## How to complete this task
Copy out the lines of the material that include the string "roads".

_ _ _ _ _

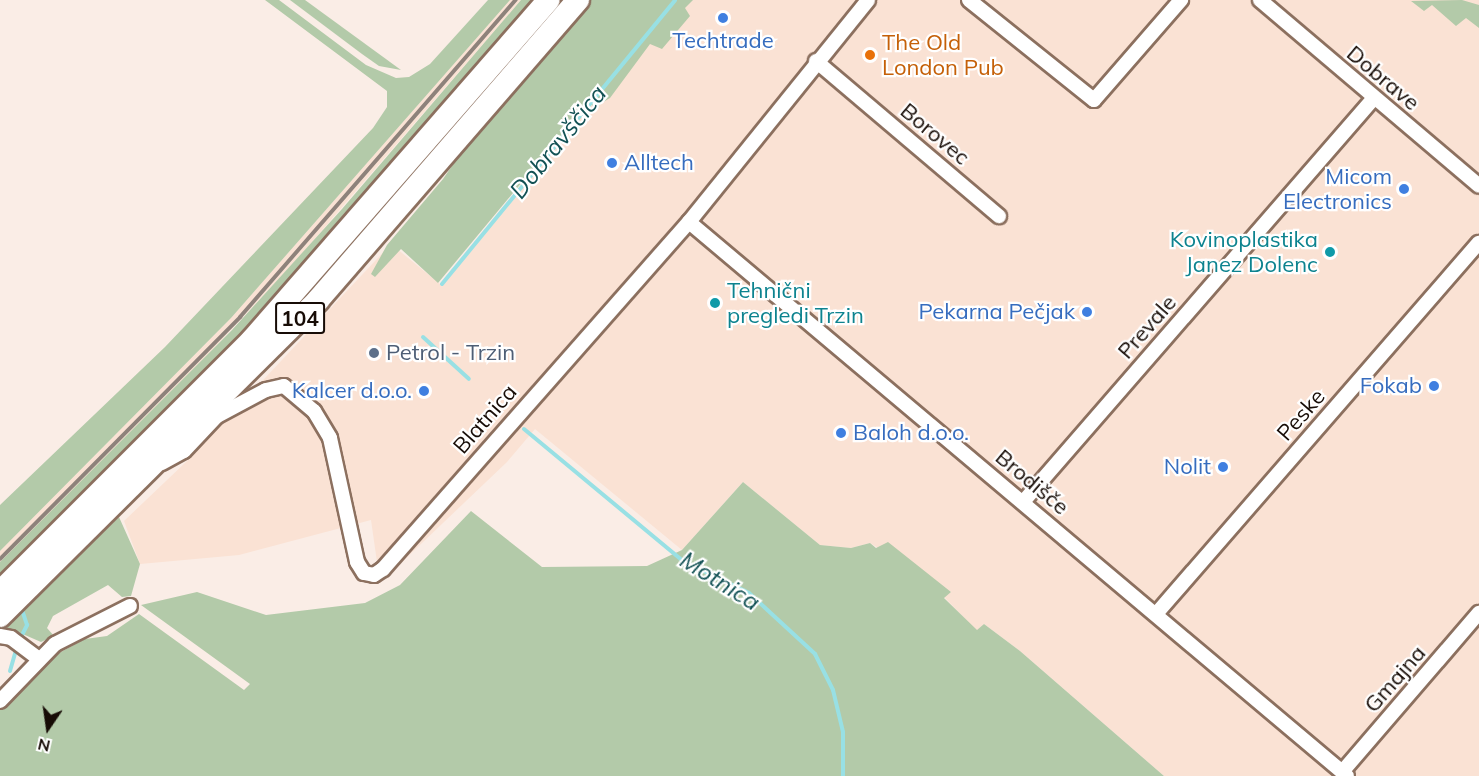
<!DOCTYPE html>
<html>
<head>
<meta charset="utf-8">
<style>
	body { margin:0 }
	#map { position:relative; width:1479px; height:776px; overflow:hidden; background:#faede6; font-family:Mulish,sans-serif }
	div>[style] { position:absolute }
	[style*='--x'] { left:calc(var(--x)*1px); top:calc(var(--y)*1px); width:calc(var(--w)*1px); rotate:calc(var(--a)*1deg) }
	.built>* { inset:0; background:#fae2d4 }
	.green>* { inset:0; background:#b3caa9 }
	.stream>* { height:4px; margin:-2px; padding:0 2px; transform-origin:2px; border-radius:2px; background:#98e0e4 }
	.roads { filter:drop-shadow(2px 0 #8c705f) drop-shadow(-2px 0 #8c705f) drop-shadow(0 2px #8c705f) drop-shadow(0 -2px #8c705f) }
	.street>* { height:14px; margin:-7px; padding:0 7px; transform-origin:7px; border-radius:7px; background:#fff }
	.primary>* { height:22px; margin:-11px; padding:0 11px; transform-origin:11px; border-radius:11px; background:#fff }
	.rail>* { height:4px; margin:-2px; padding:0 2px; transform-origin:2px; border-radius:2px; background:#8e827b }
	.dots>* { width:16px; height:16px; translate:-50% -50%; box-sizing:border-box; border:3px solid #fff; border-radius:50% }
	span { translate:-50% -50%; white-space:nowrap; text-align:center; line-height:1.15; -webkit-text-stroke:4.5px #fff; paint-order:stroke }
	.shield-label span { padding:2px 4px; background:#fff; border:2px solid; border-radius:4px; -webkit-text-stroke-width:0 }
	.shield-label { font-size:21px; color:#170c06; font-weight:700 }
	.shop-label { font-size:22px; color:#366cbe }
	.left { translate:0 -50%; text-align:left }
	.right { translate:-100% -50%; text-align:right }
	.food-label { font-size:22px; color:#c56008 }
	.street-label { font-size:22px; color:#170c06 }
	.culture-label { font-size:22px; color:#0d838f }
	.service-label { font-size:22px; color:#4e5e75 }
	.water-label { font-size:24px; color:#125154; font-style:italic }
	.north { position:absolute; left:18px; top:698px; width:60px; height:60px; -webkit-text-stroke:4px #fff; paint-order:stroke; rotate:193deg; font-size:16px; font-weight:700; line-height:24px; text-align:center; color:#170c06 }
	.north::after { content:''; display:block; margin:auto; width:21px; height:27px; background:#170c06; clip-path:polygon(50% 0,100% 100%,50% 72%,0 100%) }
</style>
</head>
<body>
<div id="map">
	<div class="built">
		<i style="clip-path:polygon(510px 0,521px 0,299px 257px,160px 406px,0 562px,0 551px,231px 318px)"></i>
		<i style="clip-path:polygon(678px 0,1479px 0,1479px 776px,1164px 776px,1020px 651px,984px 624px,977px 631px,944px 597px,951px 592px,870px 543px,851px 548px,820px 545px,743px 482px,682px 550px,535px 429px,507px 462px,380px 583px,371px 520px,239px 555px,140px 564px,124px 521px,187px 461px,391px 244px,440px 284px)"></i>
	</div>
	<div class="green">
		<i style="clip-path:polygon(265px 0,279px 0,366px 65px,396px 78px,409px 77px,430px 64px,488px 0,510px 0,231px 318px,0 551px,0 505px,165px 347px,373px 128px,387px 107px,387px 91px)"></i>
		<i style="clip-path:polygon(290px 0,305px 0,401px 70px,379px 66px,362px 54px)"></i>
		<i style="clip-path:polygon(521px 0,538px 0,256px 323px,0 581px,0 562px,232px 330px,342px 209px)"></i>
		<i style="clip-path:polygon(590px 0,693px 0,685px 8px,690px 16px,662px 49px,650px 44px,610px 98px,595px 107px,588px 103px,438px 283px,401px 249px,375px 277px,371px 274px,387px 245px,443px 179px,467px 144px)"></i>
		<i style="clip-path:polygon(1462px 0,1479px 5px,1479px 28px,1466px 18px,1456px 26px,1432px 5px,1424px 11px,1411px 1px)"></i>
		<i style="clip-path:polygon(743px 482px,820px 545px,851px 548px,870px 543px,876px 548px,888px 542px,951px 592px,944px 598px,977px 630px,984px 624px,1020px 651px,1164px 776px,0 776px,0 707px,44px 661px,85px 639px,107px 636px,139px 614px,244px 690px,250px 684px,141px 605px,197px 592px,266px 615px,365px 603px,400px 585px,471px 511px,542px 567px,647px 566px,682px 550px)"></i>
		<i style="clip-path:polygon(119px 517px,140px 564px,131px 596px,122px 597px,108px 585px,53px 616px,47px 628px,54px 636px,41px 642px,18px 632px,0 631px)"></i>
	</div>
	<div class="stream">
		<i style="--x:442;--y:284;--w:367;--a:-50.6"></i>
		<i style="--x:423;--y:337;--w:62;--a:42.4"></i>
		<i style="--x:524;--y:429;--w:207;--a:39.7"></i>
		<i style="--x:683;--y:561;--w:73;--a:25.9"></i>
		<i style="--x:749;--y:593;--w:90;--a:42.7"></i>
		<i style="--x:815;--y:654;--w:40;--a:63.4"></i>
		<i style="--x:833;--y:690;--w:43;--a:76.6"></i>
		<i style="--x:843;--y:732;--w:44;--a:90"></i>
		<i style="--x:20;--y:639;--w:16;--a:-63"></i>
		<i style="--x:27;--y:625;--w:16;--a:-108"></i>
		<i style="--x:10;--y:671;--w:26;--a:-74"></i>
	</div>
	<div class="roads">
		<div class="street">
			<i style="--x:969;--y:0;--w:160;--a:38.7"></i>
			<i style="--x:1094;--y:100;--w:133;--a:-49"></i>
			<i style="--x:1260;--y:0;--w:287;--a:40.3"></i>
			<i style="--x:816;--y:61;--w:240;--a:40.3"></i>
			<i style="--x:689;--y:222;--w:860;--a:40.1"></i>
			<i style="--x:162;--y:463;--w:25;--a:-29"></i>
			<i style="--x:184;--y:451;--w:48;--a:-46.7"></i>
			<i style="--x:217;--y:416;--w:55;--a:-28"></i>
			<i style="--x:266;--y:390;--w:18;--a:-13"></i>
			<i style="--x:284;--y:386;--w:39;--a:40"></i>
			<i style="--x:314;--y:411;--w:31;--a:59"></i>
			<i style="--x:330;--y:438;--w:127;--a:77.7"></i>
			<i style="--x:357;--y:562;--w:13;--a:58"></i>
			<i style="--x:364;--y:573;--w:10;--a:11"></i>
			<i style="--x:374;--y:575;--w:11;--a:-34"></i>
			<i style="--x:383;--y:569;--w:463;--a:-48.6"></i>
			<i style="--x:689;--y:222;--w:285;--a:-51.1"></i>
			<i style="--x:1023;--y:502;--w:535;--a:-49.02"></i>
			<i style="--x:1156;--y:614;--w:492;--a:-49"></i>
			<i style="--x:0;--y:636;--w:11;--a:10"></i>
			<i style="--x:11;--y:638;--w:34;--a:37"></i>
			<i style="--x:0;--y:701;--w:79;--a:-46"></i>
			<i style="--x:55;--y:644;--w:84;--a:-26.9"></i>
			<i style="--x:1342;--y:772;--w:210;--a:-49.3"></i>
		</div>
		<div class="primary">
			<i style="--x:0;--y:592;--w:356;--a:-45"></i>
			<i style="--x:252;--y:340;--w:451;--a:-48.9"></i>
			<i style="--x:0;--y:616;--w:448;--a:-44.8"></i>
			<i style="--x:318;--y:300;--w:397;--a:-49.1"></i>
		</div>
	</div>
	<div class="rail">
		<i style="--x:0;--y:559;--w:341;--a:-45.2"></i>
		<i style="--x:240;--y:317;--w:420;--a:-49"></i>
	</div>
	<div class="dots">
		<i style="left:723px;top:18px;background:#3f7fe0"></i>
		<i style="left:870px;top:55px;background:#e8710a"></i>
		<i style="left:612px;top:163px;background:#3f7fe0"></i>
		<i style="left:1404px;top:189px;background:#3f7fe0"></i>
		<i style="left:1330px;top:252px;background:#0f9aa8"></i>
		<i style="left:715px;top:303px;background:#0f9aa8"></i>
		<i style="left:1087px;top:312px;background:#3f7fe0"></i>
		<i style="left:374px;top:353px;background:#5c6f8a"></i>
		<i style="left:1434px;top:386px;background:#3f7fe0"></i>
		<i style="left:424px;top:391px;background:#3f7fe0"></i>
		<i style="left:841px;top:433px;background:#3f7fe0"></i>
		<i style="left:1223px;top:467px;background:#3f7fe0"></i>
	</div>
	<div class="shield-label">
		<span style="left:300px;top:318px">104</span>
	</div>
	<div class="shop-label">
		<span style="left:723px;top:41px">Techtrade</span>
		<span class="left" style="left:624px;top:163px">Alltech</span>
		<span class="right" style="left:1392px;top:189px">Micom<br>Electronics</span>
		<span class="right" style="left:1075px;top:312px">Pekarna Pečjak</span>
		<span class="right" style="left:1422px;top:386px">Fokab</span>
		<span class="right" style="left:412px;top:391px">Kalcer d.o.o.</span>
		<span class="left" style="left:853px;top:433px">Baloh d.o.o.</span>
		<span class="right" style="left:1211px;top:467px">Nolit</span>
	</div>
	<div class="food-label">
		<span class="left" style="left:882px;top:55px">The Old<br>London Pub</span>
	</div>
	<div class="street-label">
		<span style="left:1383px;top:78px;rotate:40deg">Dobrave</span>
		<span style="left:935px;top:134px;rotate:40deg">Borovec</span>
		<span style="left:1147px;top:327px;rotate:-49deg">Prevale</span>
		<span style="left:1301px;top:415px;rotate:-49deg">Peske</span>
		<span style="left:485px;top:419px;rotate:-49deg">Blatnica</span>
		<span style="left:1032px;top:482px;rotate:40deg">Brodišče</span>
		<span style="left:1395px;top:679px;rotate:-49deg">Gmajna</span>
	</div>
	<div class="culture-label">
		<span class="right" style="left:1318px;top:252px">Kovinoplastika<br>Janez Dolenc</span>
		<span class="left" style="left:727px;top:303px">Tehnični<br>pregledi Trzin</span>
	</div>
	<div class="service-label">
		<span class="left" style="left:386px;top:353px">Petrol - Trzin</span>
	</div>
	<div class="water-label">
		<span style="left:558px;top:142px;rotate:-51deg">Dobravščica</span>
		<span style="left:720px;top:581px;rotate:32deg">Motnica</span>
	</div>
	<div class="north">N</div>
</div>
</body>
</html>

_ _ _ _ _

## Solution to this exercise
	.roads { filter:drop-shadow(2px 0 #8c705f) drop-shadow(-2px 0 #8c705f) drop-shadow(0 2px #8c705f) drop-shadow(0 -2px #8c705f) }
	<div class="roads">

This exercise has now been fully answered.